Problem:
The word "text" occurs in some of the lines below; copy each of those lines.

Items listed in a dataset
*** Begin section ***

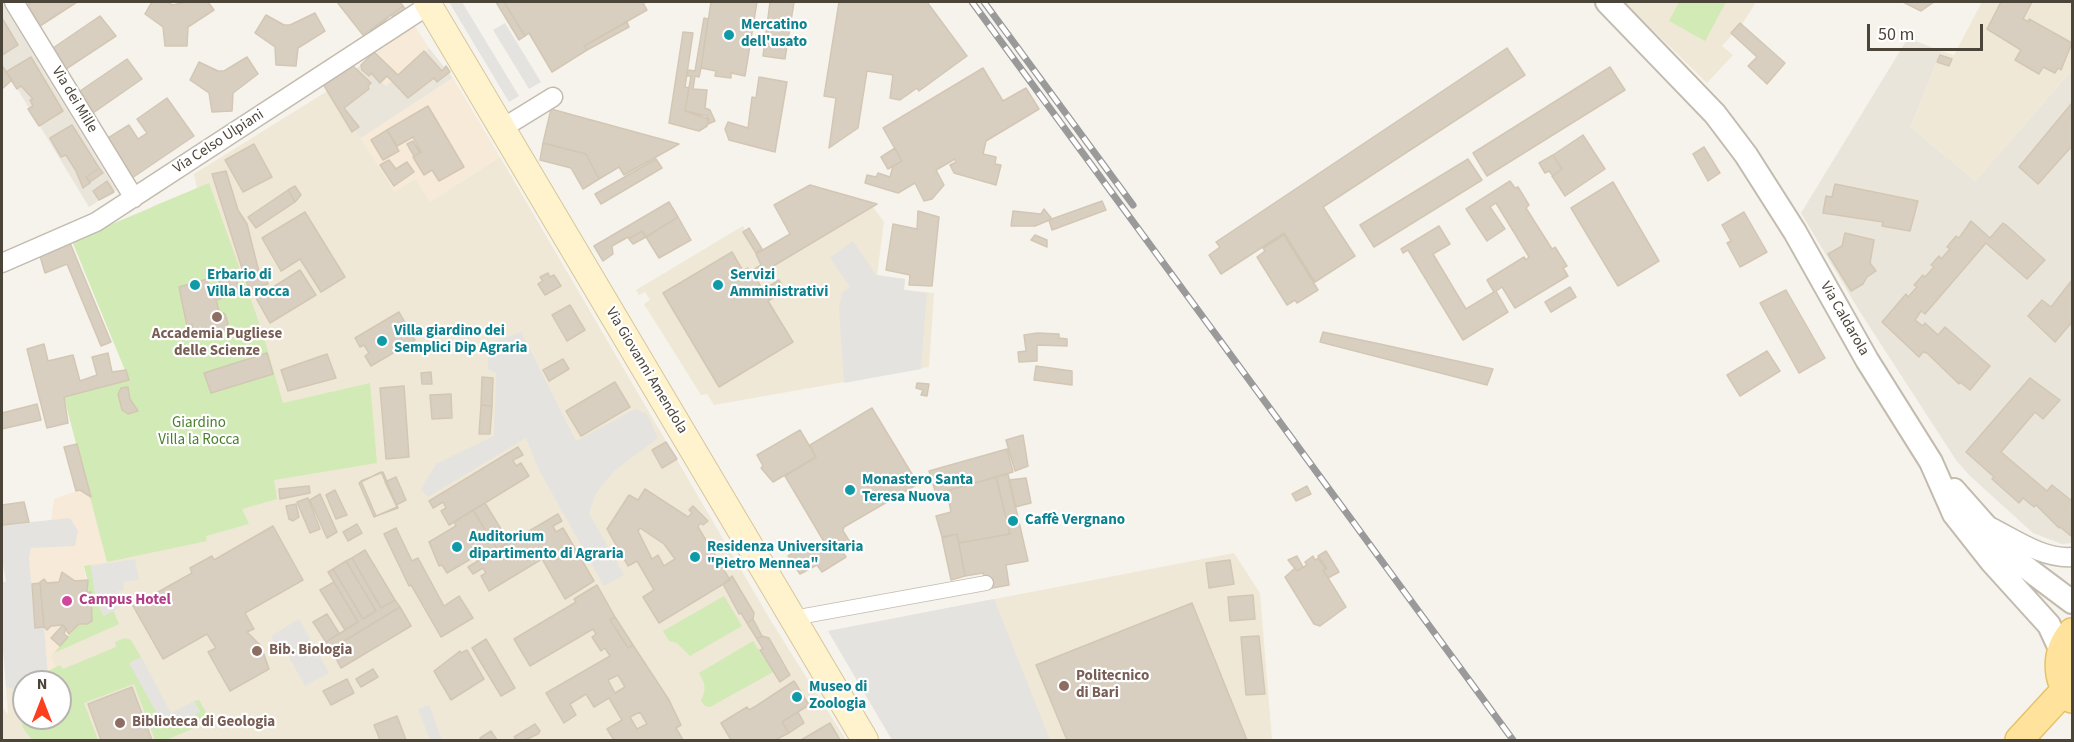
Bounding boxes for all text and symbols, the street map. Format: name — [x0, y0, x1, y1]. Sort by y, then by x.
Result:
scale bar — [1870, 12, 1986, 50]
place label: Mercatino dell'usato — [741, 17, 807, 52]
text: 50 m — [1878, 22, 1914, 47]
marker: Mercatino dell'usato — [722, 28, 736, 42]
street label: Via dei Mille — [47, 64, 101, 136]
street label: Via Celso Ulpiani — [170, 106, 268, 178]
place label: Erbario di Villa la rocca — [207, 267, 290, 302]
place label: Servizi Amministrativi — [730, 267, 828, 302]
marker: Erbario di Villa la rocca — [188, 278, 202, 292]
marker: Servizi Amministrativi — [711, 278, 725, 292]
street label: Via Caldarola — [1816, 279, 1872, 359]
street label: Via Giovanni Amendola — [601, 304, 691, 438]
marker: Accademia Pugliese delle Scienze — [210, 310, 224, 324]
place label: Villa giardino dei Semplici Dip Agraria — [394, 323, 527, 358]
place label: Accademia Pugliese delle Scienze — [152, 326, 282, 361]
marker: Villa giardino dei Semplici Dip Agraria — [375, 334, 389, 348]
park label: Giardino Villa la Rocca — [158, 415, 240, 450]
place label: Monastero Santa Teresa Nuova — [862, 472, 973, 507]
marker: Monastero Santa Teresa Nuova — [843, 483, 857, 497]
place label: Caffè Vergnano — [1025, 512, 1125, 530]
marker: Caffè Vergnano — [1006, 514, 1020, 528]
place label: Auditorium dipartimento di Agraria — [469, 529, 624, 564]
place label: Residenza Universitaria "Pietro Mennea" — [707, 539, 863, 574]
marker: Auditorium dipartimento di Agraria — [450, 540, 464, 554]
marker: Residenza Universitaria "Pietro Mennea" — [688, 550, 702, 564]
place label: Campus Hotel — [79, 592, 171, 610]
marker: Campus Hotel — [60, 594, 74, 608]
place label: Bib. Biologia — [269, 642, 352, 660]
marker: Bib. Biologia — [250, 644, 264, 658]
place label: Politecnico di Bari — [1076, 668, 1149, 703]
north arrow — [12, 670, 72, 730]
text: N — [37, 673, 47, 695]
place label: Museo di Zoologia — [809, 679, 867, 714]
marker: Politecnico di Bari — [1057, 679, 1071, 693]
marker: Museo di Zoologia — [790, 690, 804, 704]
place label: Biblioteca di Geologia — [132, 714, 275, 732]
marker: Biblioteca di Geologia — [113, 716, 127, 730]

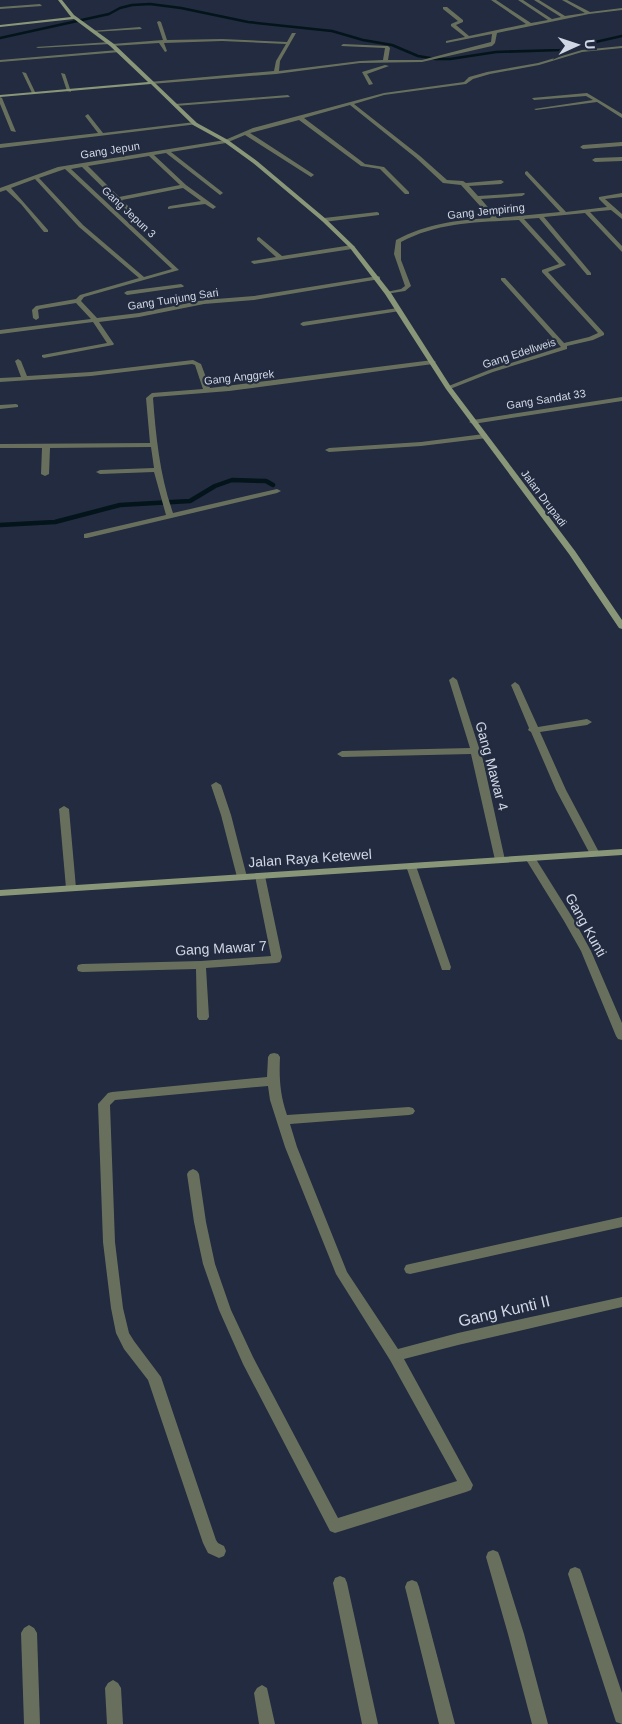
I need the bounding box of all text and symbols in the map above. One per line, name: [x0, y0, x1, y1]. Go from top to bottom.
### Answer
north arrow: [552, 20, 602, 70]
text: U: [582, 39, 598, 50]
street label: Gang Jepun: [79, 139, 141, 161]
street label: Gang Jepun 3: [100, 184, 158, 240]
street label: Gang Jempiring: [447, 201, 525, 221]
street label: Gang Tunjung Sari: [127, 286, 219, 312]
street label: Gang Edellweis: [481, 335, 558, 371]
street label: Gang Anggrek: [203, 367, 275, 387]
street label: Gang Sandat 33: [505, 387, 587, 411]
street label: Jalan Drupadi: [519, 467, 569, 529]
street label: Gang Mawar 4: [472, 720, 512, 813]
street label: Jalan Raya Ketewel: [248, 846, 372, 870]
street label: Gang Kunti: [562, 890, 610, 960]
street label: Gang Mawar 7: [175, 938, 267, 958]
street label: Gang Kunti II: [457, 1292, 551, 1330]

*** End section ***

Reply:
Bounding boxes for all text and symbols, the street map. Format: name — [x0, y0, x1, y1]. Sort by y, then by x.
text: 50 m — [1878, 22, 1914, 47]
text: N — [37, 673, 47, 695]
I need the bounding box of all text and symbols in the map above. One per line, name: [x0, y0, x1, y1]. Go from top to bottom.
text: U: [582, 39, 598, 50]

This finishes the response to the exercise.